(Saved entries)
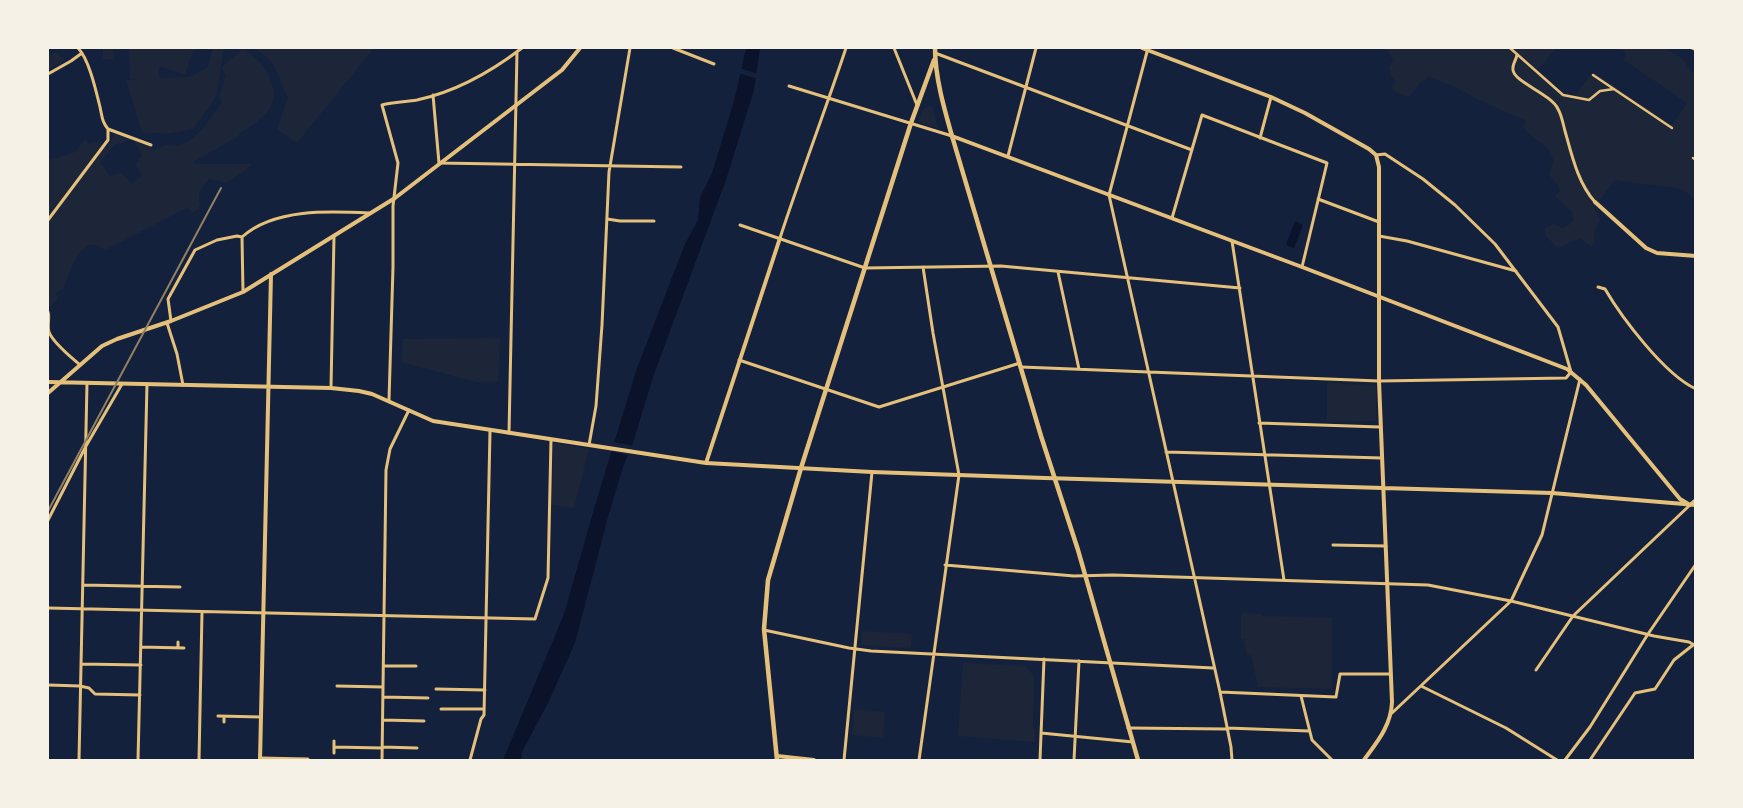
<!DOCTYPE html>
<html>
<head>
<meta charset="utf-8">
<style>
  body { margin:0 }
  #map { position:relative; width:1743px; height:808px; overflow:hidden; background:#14213d; font-family:"DejaVu Sans",sans-serif }
  canvas { display:block }
  .frame { position:absolute; inset:0; border:49px solid #f6f1e7; pointer-events:none }
</style>
</head>
<body>
<div id="map">
<canvas width="1743" height="808"></canvas>
<div class="frame"></div>
</div>
<script>
const g = document.querySelector('canvas').getContext('2d');
g.lineJoin = 'round';
function fillPath(path, color) {
  g.fillStyle = color;
  g.fill(path, 'evenodd');
}
function strokePath(path, color, width, dash) {
  g.strokeStyle = color;
  g.lineWidth = width;
  g.lineCap = dash ? 'butt' : 'round';
  g.setLineDash(dash || []);
  g.stroke(path);
}
fillPath(new Path2D(`
  M103,48H113L114,59H103Z
  M129,48H194L185,75L159,66V78L190,77L208,67L213,48H224L216,97L193,129L167,134L142,132L126,80L142,79H130Z
  M256,48H374L297,143L277,129L288,98L273,64Z
  M1386,48H1556L1538,70L1562,92L1575,96L1593,72L1672,125L1687,103L1624,60L1626,53L1620,48H1665L1683,59L1691,71L1695,74V199L1682,189L1615,180L1594,207L1600,220L1594,232L1595,243L1591,247L1581,239C1572,240 1567,245 1558,248L1545,235V228L1553,224L1563,228L1570,224L1574,219L1572,212L1555,196L1560,191L1558,185L1549,175C1550,171 1553,165 1553,160C1552,145 1531,139 1524,128L1526,121L1479,100L1453,86L1429,77L1420,83L1409,97L1401,95L1392,89L1395,81L1391,75L1389,67L1393,60Z
  M242,49C258,55 278,82 273,100C269,116 252,125 240,133L239,136L193,162L198,164H251L246,170L226,183L209,179L199,192L200,206L194,213L187,208L183,210L105,250L98,245H89L81,251L73,264L63,289L55,293L58,299L48,308V161L75,152L85,139L88,144L100,141L106,149L116,132L132,139L115,145L100,162L110,176L121,172L132,184L142,175L136,165L142,155L134,141L150,147L154,151C167,142 167,147 180,145C196,142 213,115 222,102L219,96L226,76L222,68C227,58 236,57 242,49Z
  M55,52L65,60L48,70V53L50,55Z
  M929,106L932,107L938,128L918,122L923,109Z
  M500,338L498,382H476L401,362L403,339Z
  M1329,383L1376,386V421L1327,422V385Z
  M553,443L589,449L574,508L552,505Z
  M1241,613L1262,614V616L1332,618V689L1258,687L1251,655L1247,656L1244,639H1241Z
  M862,631L912,634L911,648L861,645Z
  M963,663L1025,666L1034,676L1033,727L1035,730V742L958,736Z
  M854,709L885,712L883,738L852,735Z`), '#1d2539');
fillPath(new Path2D(`
  M746,48H760L754,90L726,180L653,377L633,443L623,467L608,517L575,643L548,703L522,752L521,760H503L564,614L596,502L637,368L685,244L698,220L700,198L712,173L734,101Z
  M1295,221L1303,225L1294,248L1286,245Z`), '#0b132b');
fillPath(new Path2D(`
  M739,68L759,74L758,79L738,73Z
  M613,442L634,446L631,456L610,451Z`), '#14213d');
strokePath(new Path2D(`
  M1510,48L1563,95L1589,100L1600,91L1614,89
  M1593,75L1672,128
  M1693,158L1696,160`), '#e5c07b', 2.5);
strokePath(new Path2D(`
  M673,48L714,64
  M894,48L917,105
  M1148,48L1109,195L1220,692L1231,747L1232,760
  M1692,48L1696,50
  M935,53L1192,150
  M1517,55C1516,60 1512,65 1513,70C1514,82 1551,94 1558,109C1562,116 1563,124 1565,131C1572,156 1578,183 1595,202
  M48,74L71,61L82,53
  M789,86L952,136
  M433,95L439,163L681,167
  M108,129L151,145
  M1260,138L1271,97
  M1008,156L1036,48
  M1318,199L1379,222
  M1172,218L1202,115L1327,163L1302,267
  M607,219L620,221H654
  M48,220L108,140V129C102,122 102,116 100,107C96,91 89,59 78,48
  M740,225L865,268L1001,266L1240,288
  M1379,236L1407,241L1516,271
  M242,237L243,292
  M780,238C801,174 825,111 846,48
  M1232,241L1284,580
  M1058,272L1079,369
  M1598,287L1605,289C1622,318 1665,375 1696,389
  M48,312C50,318 47,325 49,332C53,343 71,357 80,365
  M171,321L168,299L195,250L217,240L237,236L242,237C274,208 330,211 370,213
  M167,323L177,354L183,385
  M739,360L879,407L1020,363
  M1021,367L1379,381L1566,378L1571,372L1558,327L1495,244L1455,205L1423,179L1385,154L1376,155
  M331,388L334,236
  M389,400L393,267V206L398,163L382,105C394,102 406,102 417,100C455,92 492,71 522,48
  M1259,423L1380,427
  M509,433L517,52
  M589,445L596,406L602,325L609,172L630,48
  M1166,452L1382,458
  M48,520L86,446L122,384
  M1333,545L1386,546
  M945,565L1074,576L1113,575L1428,585L1511,601L1654,636L1689,642L1696,646
  M83,585L180,587
  M48,608L535,619L548,578L551,440
  M764,630L849,648L871,651L1213,668
  M141,647L184,648
  M178,648V642
  M81,664L141,665
  M384,666H416
  M1536,670L1573,616L1690,505
  M48,685L80,686L89,688L95,694L140,695
  M337,686L383,687
  M1421,686L1506,728L1557,760
  M436,689L485,690
  M1220,692L1336,697L1340,674H1390
  M1301,696L1312,740L1332,760
  M383,697L428,698
  M441,709H484
  M1392,713L1511,601L1542,535L1580,379
  M218,716L261,717
  M224,717V722
  M383,720L424,721
  M1128,728L1227,729
  M1227,728L1309,731
  M1041,733L1133,742
  M334,747L382,748
  M382,747L417,748
  M334,753V741
  M260,758L308,759
  M79,760L87,383
  M138,760L147,384
  M199,760L202,612
  M382,760L386,470L390,449L409,410
  M470,760L481,719L484,715L490,431
  M844,760L872,472
  M919,760L959,475L933,333L923,267
  M1040,760L1044,659
  M1074,760L1079,661
  M1565,760L1590,727L1648,634L1696,564
  M1590,760L1635,693L1655,689L1674,660L1693,645`), '#e5c07b', 3);
strokePath(new Path2D(`
  M1142,48L1271,97L1305,113L1369,149L1376,155L1379,167V381L1392,702C1391,726 1377,742 1364,760
  M952,136L1302,267L1567,369L1586,385L1680,499L1690,505L1696,500
  M1595,202L1646,248L1657,253L1696,256
  M48,382L331,388L359,391L372,394L433,421L706,463L872,472L1045,478L1552,493L1696,505
  M48,393L102,346L117,339L171,321L243,292L395,198L562,70L580,48
  M706,463L780,238
  M777,756L814,760
  M260,760L271,274`), '#e5c07b', 4);
strokePath(new Path2D(`
  M777,760L764,629L768,580L801,468L911,123L934,60`), '#e5c07b', 4.5);
strokePath(new Path2D(`
  M935,48C935,77 944,108 952,136L1041,436L1078,550L1138,760`), '#e5c07b', 4.5);
strokePath(new Path2D(`
  M48,511L221,188`), '#918062', 2);
</script>
</body>
</html>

• Description of the task:
Search the entries above for the string "canvas". Copy each line that holds it.

• Written answer:
  canvas { display:block }
<canvas width="1743" height="808"></canvas>
const g = document.querySelector('canvas').getContext('2d');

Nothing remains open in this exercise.